** INFORMATION PROVIDED follows **
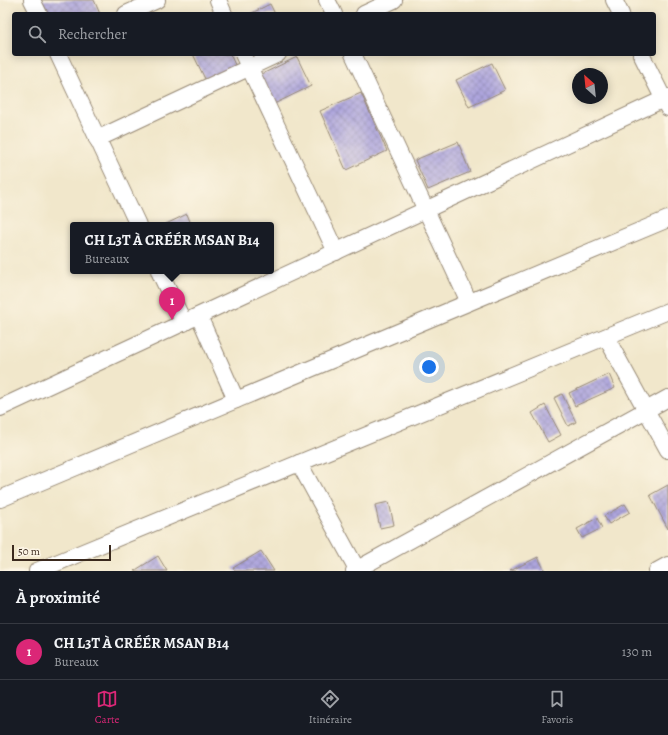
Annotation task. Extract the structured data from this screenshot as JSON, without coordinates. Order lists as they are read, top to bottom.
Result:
{
  "scale_bar": "50 m",
  "north": "top left",
  "page": {
    "search": "Rechercher",
    "popup": ["CH L3T À CRÉÉR MSAN B14", "Bureaux"],
    "pins": "1",
    "scale": "50 m",
    "heading": "À proximité",
    "list": [
      {
        "mark": "1",
        "name": "CH L3T À CRÉÉR MSAN B14",
        "note": "Bureaux",
        "value": "130 m"
      }
    ],
    "nav": ["Carte", "Itinéraire", "Favoris"]
  }
}
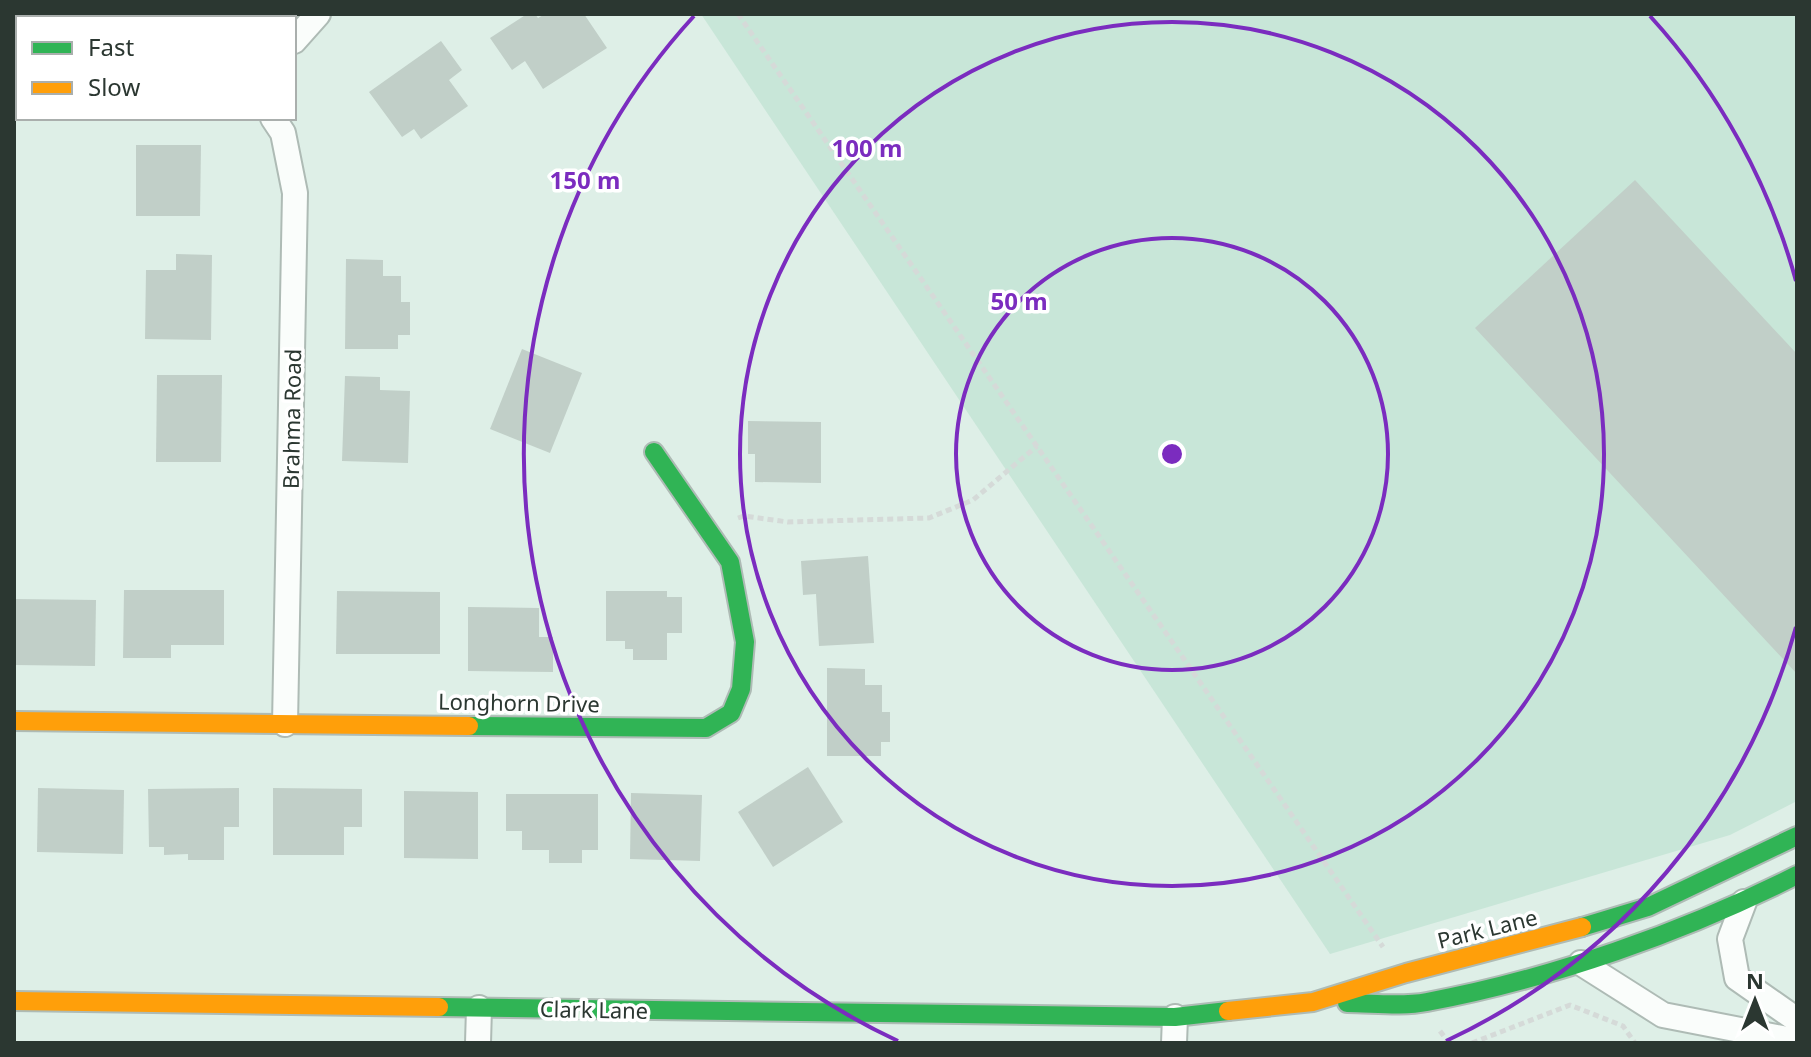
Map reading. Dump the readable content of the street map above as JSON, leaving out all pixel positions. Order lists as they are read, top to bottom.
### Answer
{
  "streets": {
    "street": [
      "Brahma Road",
      "Longhorn Drive",
      "Park Lane",
      "Clark Lane"
    ]
  },
  "crossings": [
    ["Brahma Road", "Longhorn Drive"],
    ["Park Lane", "Clark Lane"]
  ],
  "legend": ["Fast", "Slow"],
  "north": "top",
  "rings": ["100 m", "150 m", "50 m"]
}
** End of INFORMATION PROVIDED **
Without the pictures, restate all of the entries above verbatim.

Annotation task. Extract the structured data from this screenshot as JSON, without coordinates. Order lists as they are read, top to bottom.
Result:
{
  "scale_bar": "50 m",
  "north": "top left",
  "page": {
    "search": "Rechercher",
    "popup": ["CH L3T À CRÉÉR MSAN B14", "Bureaux"],
    "pins": "1",
    "scale": "50 m",
    "heading": "À proximité",
    "list": [
      {
        "mark": "1",
        "name": "CH L3T À CRÉÉR MSAN B14",
        "note": "Bureaux",
        "value": "130 m"
      }
    ],
    "nav": ["Carte", "Itinéraire", "Favoris"]
  }
}
Map reading. Dump the readable content of the street map above as JSON, leaving out all pixel positions. Order lists as they are read, top to bottom.
### Answer
{
  "streets": {
    "street": [
      "Brahma Road",
      "Longhorn Drive",
      "Park Lane",
      "Clark Lane"
    ]
  },
  "crossings": [
    ["Brahma Road", "Longhorn Drive"],
    ["Park Lane", "Clark Lane"]
  ],
  "legend": ["Fast", "Slow"],
  "north": "top",
  "rings": ["100 m", "150 m", "50 m"]
}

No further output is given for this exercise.